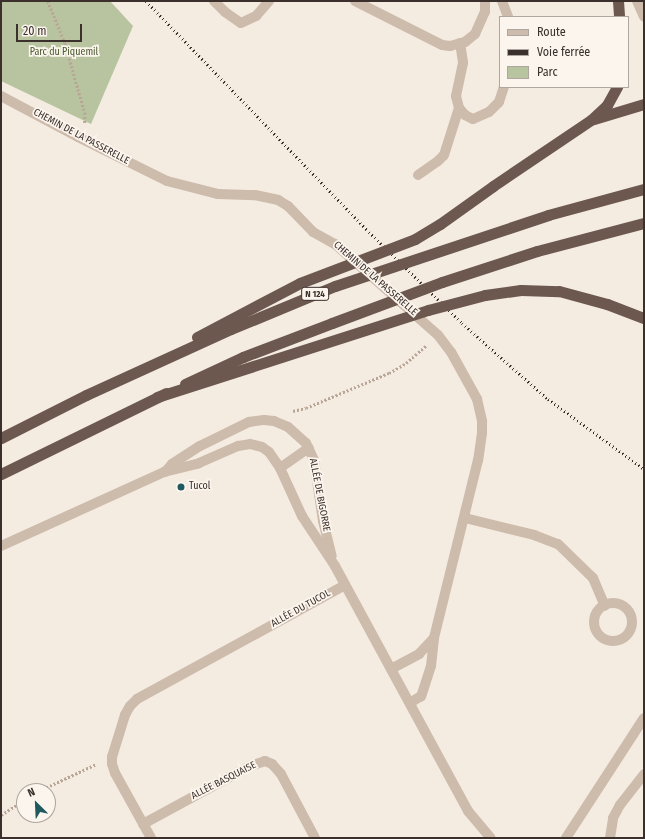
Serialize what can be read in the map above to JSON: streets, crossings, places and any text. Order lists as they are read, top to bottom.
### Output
{
  "streets": {
    "highway": ["N 124"],
    "street": [
      "CHEMIN DE LA PASSERELLE",
      "ALLÉE DE BIGORRE",
      "ALLÉE DU TUCOL",
      "ALLÉE BASQUAISE"
    ]
  },
  "crossings": [
    ["ALLÉE DE BIGORRE", "ALLÉE DU TUCOL"]
  ],
  "parks": ["Parc du Piquemil"],
  "places": ["Tucol"],
  "legend": ["Route", "Voie ferrée", "Parc"],
  "scale_bar": "20 m",
  "north": "top left"
}
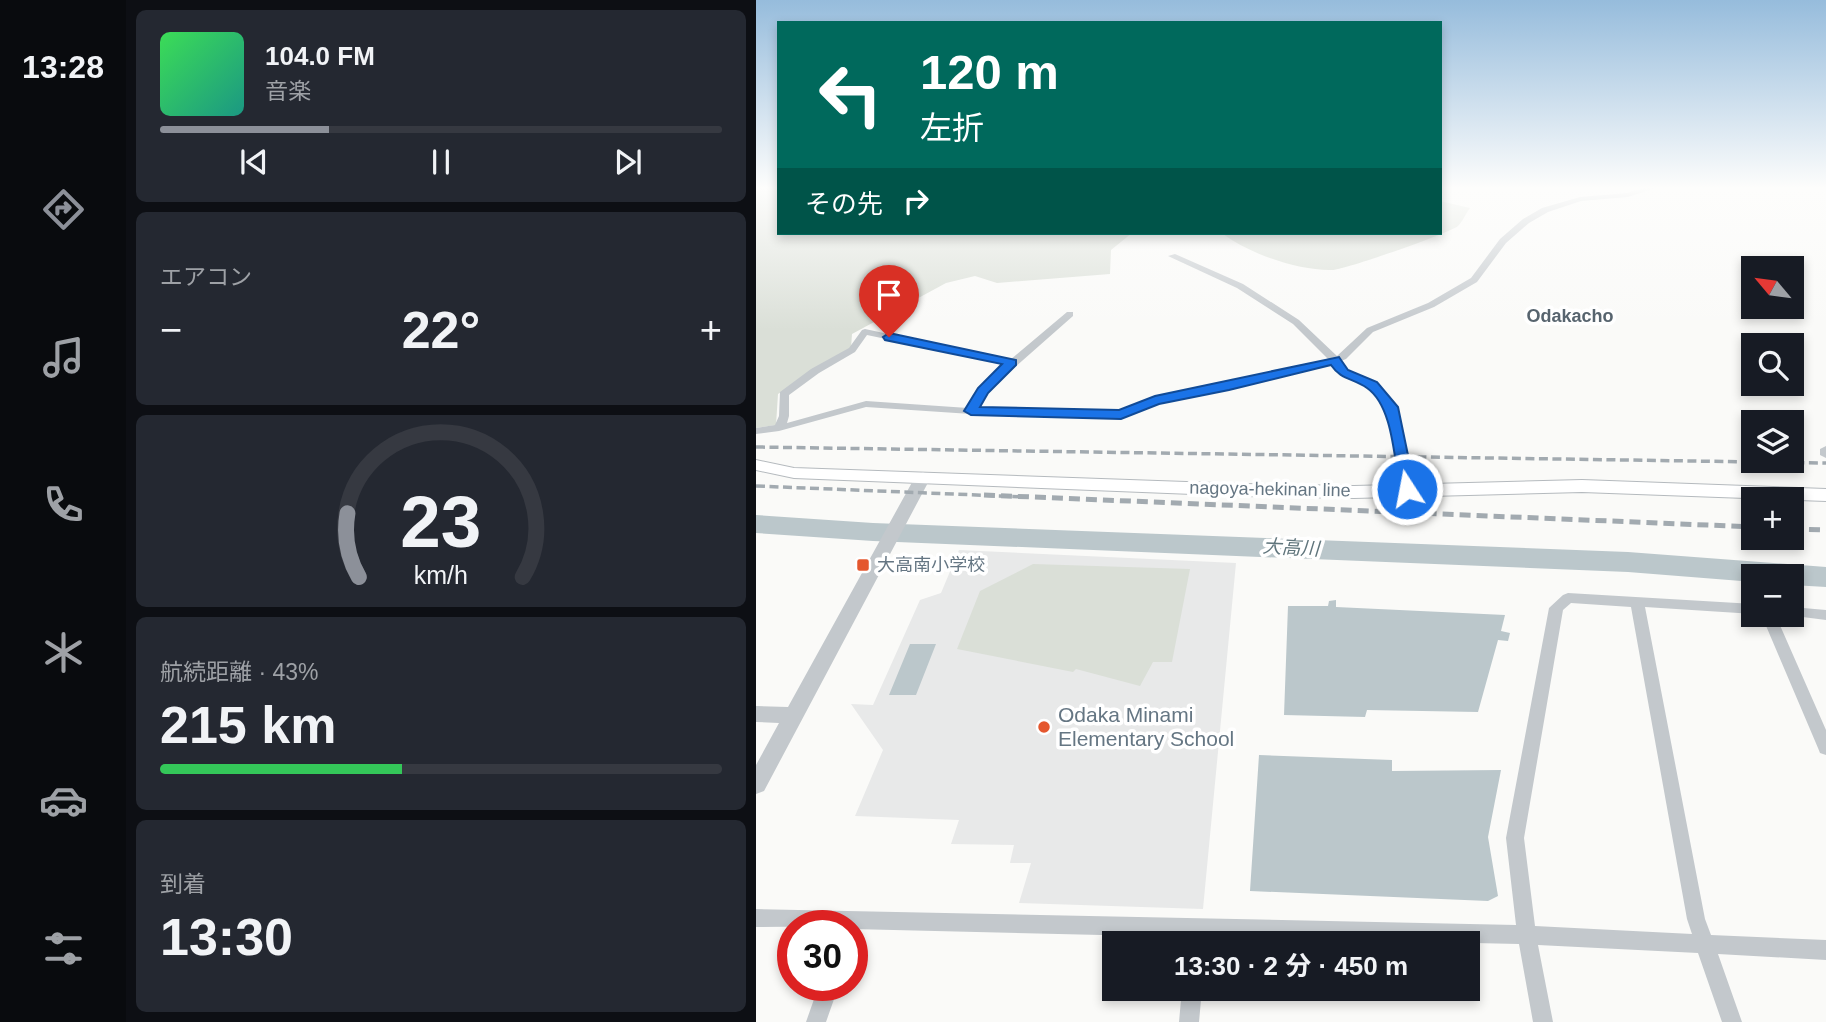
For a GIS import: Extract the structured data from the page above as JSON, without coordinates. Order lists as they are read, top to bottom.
{
  "streets": {
    "main road": ["nagoya-hekinan line"]
  },
  "districts": ["Odakacho"],
  "water": ["大高川"],
  "places": {
    "transit": ["大高南小学校"],
    "other": ["Odaka Minami Elementary School"]
  },
  "north": "top left",
  "page": {
    "tabs": "13:28",
    "turn": ["120 m", "左折"],
    "song": ["104.0 FM", "音楽"],
    "then": "その先",
    "tile": [
      "エアコン",
      ["航続距離 · 43%", "215 km"],
      ["到着", "13:30"]
    ],
    "map_buttons": ["+", "−"],
    "heat": ["−", "22°", "+"],
    "limit": "30",
    "trip": "13:30 · 2 分 · 450 m",
    "gauge": ["23", "km/h"]
  }
}
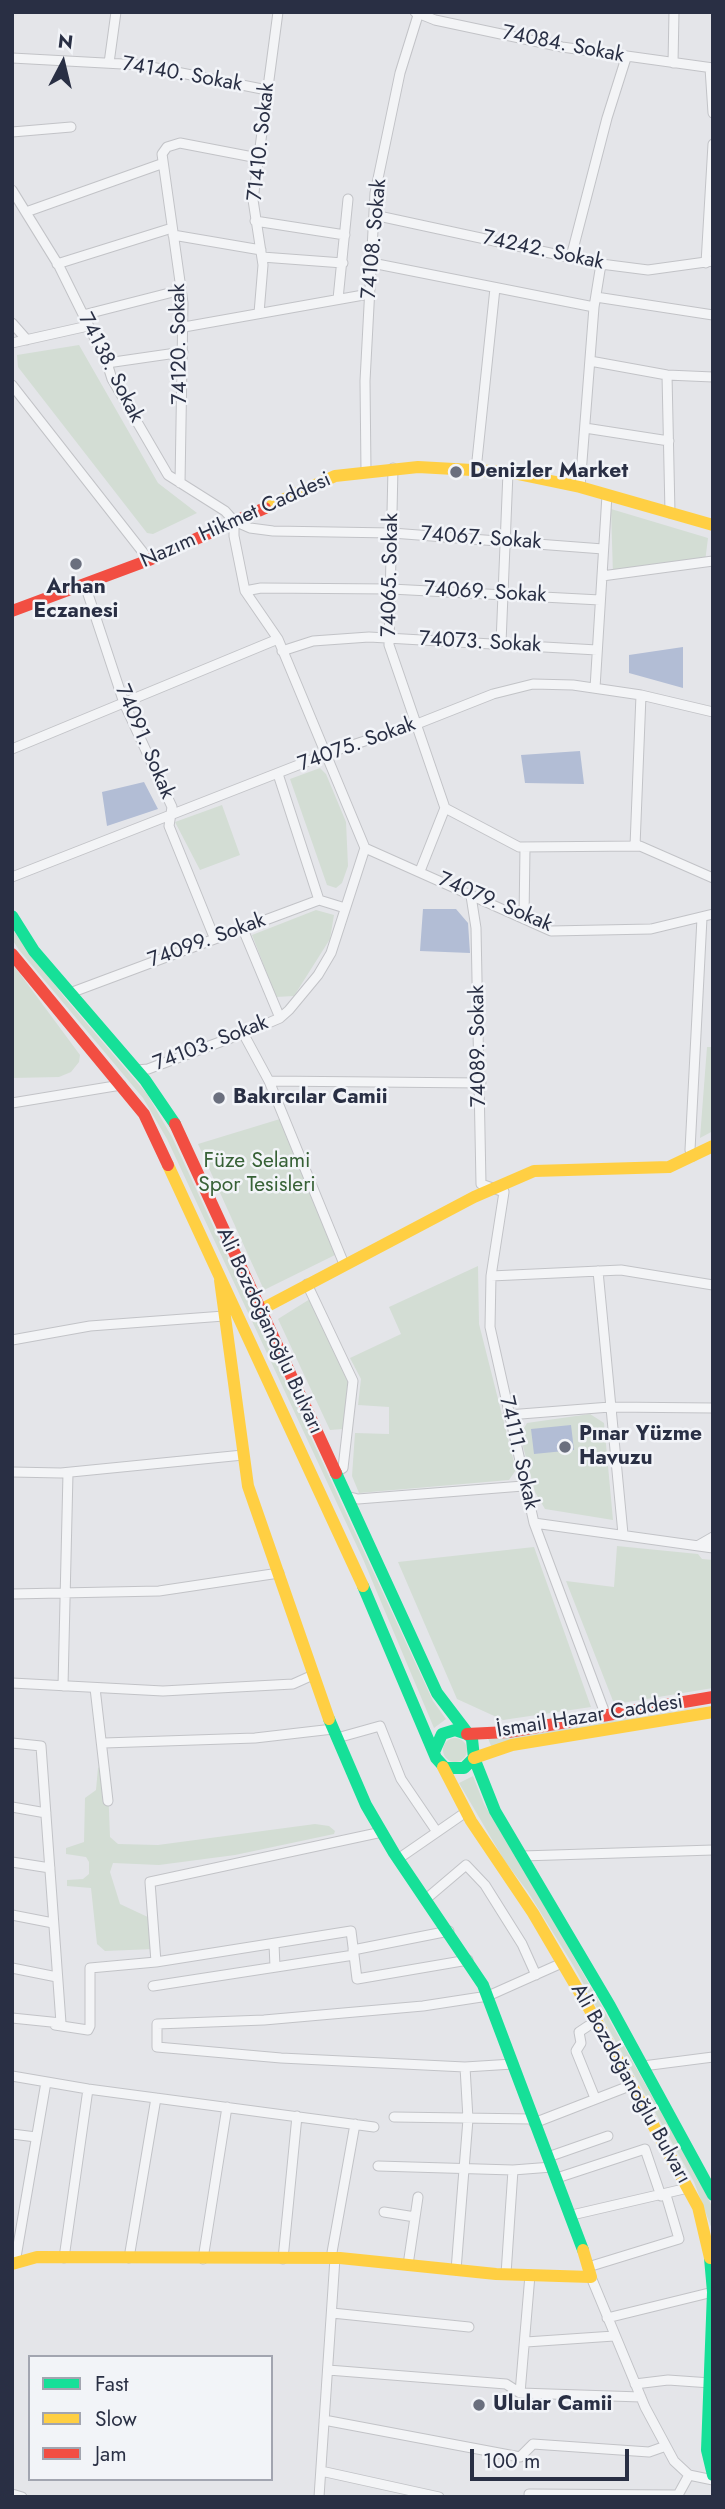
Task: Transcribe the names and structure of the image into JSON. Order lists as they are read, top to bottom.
{
  "streets": {
    "main road": ["Nazım Hikmet Caddesi", "Ali Bozdoğanoğlu Bulvarı", "İsmail Hazar Caddesi"],
    "street": [
      "74084. Sokak",
      "74140. Sokak",
      "71410. Sokak",
      "74108. Sokak",
      "74242. Sokak",
      "74120. Sokak",
      "74138. Sokak",
      "74067. Sokak",
      "74065. Sokak",
      "74069. Sokak",
      "74073. Sokak",
      "74091. Sokak",
      "74075. Sokak",
      "74079. Sokak",
      "74099. Sokak",
      "74103. Sokak",
      "74089. Sokak",
      "74111. Sokak"
    ]
  },
  "crossings": [
    ["74084. Sokak", "74108. Sokak"],
    ["74140. Sokak", "71410. Sokak"],
    ["74108. Sokak", "74242. Sokak"],
    ["74108. Sokak", "Nazım Hikmet Caddesi"],
    ["74120. Sokak", "74138. Sokak"],
    ["74138. Sokak", "Nazım Hikmet Caddesi"],
    ["74138. Sokak", "74067. Sokak"],
    ["Nazım Hikmet Caddesi", "74067. Sokak"],
    ["Nazım Hikmet Caddesi", "74065. Sokak"],
    ["Nazım Hikmet Caddesi", "74091. Sokak"],
    ["74067. Sokak", "74065. Sokak"],
    ["74065. Sokak", "74069. Sokak"],
    ["74065. Sokak", "74073. Sokak"],
    ["74065. Sokak", "74075. Sokak"],
    ["74091. Sokak", "74075. Sokak"],
    ["74091. Sokak", "74099. Sokak"],
    ["74079. Sokak", "74103. Sokak"],
    ["74079. Sokak", "74089. Sokak"],
    ["74099. Sokak", "Ali Bozdoğanoğlu Bulvarı"],
    ["74103. Sokak", "Ali Bozdoğanoğlu Bulvarı"],
    ["74089. Sokak", "74111. Sokak"],
    ["Ali Bozdoğanoğlu Bulvarı", "İsmail Hazar Caddesi"],
    ["74111. Sokak", "İsmail Hazar Caddesi"]
  ],
  "parks": ["Füze Selami Spor Tesisleri"],
  "places": [
    "Denizler Market",
    "Arhan Eczanesi",
    "Bakırcılar Camii",
    "Pınar Yüzme Havuzu",
    "Ulular Camii"
  ],
  "legend": ["Fast", "Slow", "Jam"],
  "scale_bar": "100 m",
  "north": "top"
}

* _EXERCISE DETAILS_
Return every line from the records above that holds the word "bottom".

* _SOLUTION_
Serialize what can be read in the map above to JSON: streets, crossings, places and any text. Order lists as they are read, top to bottom.
For a GIS import: Extract the structured data from the page above as JSON, without coordinates. Order lists as they are read, top to bottom.
Task: Transcribe the names and structure of the image into JSON. Order lists as they are read, top to bottom.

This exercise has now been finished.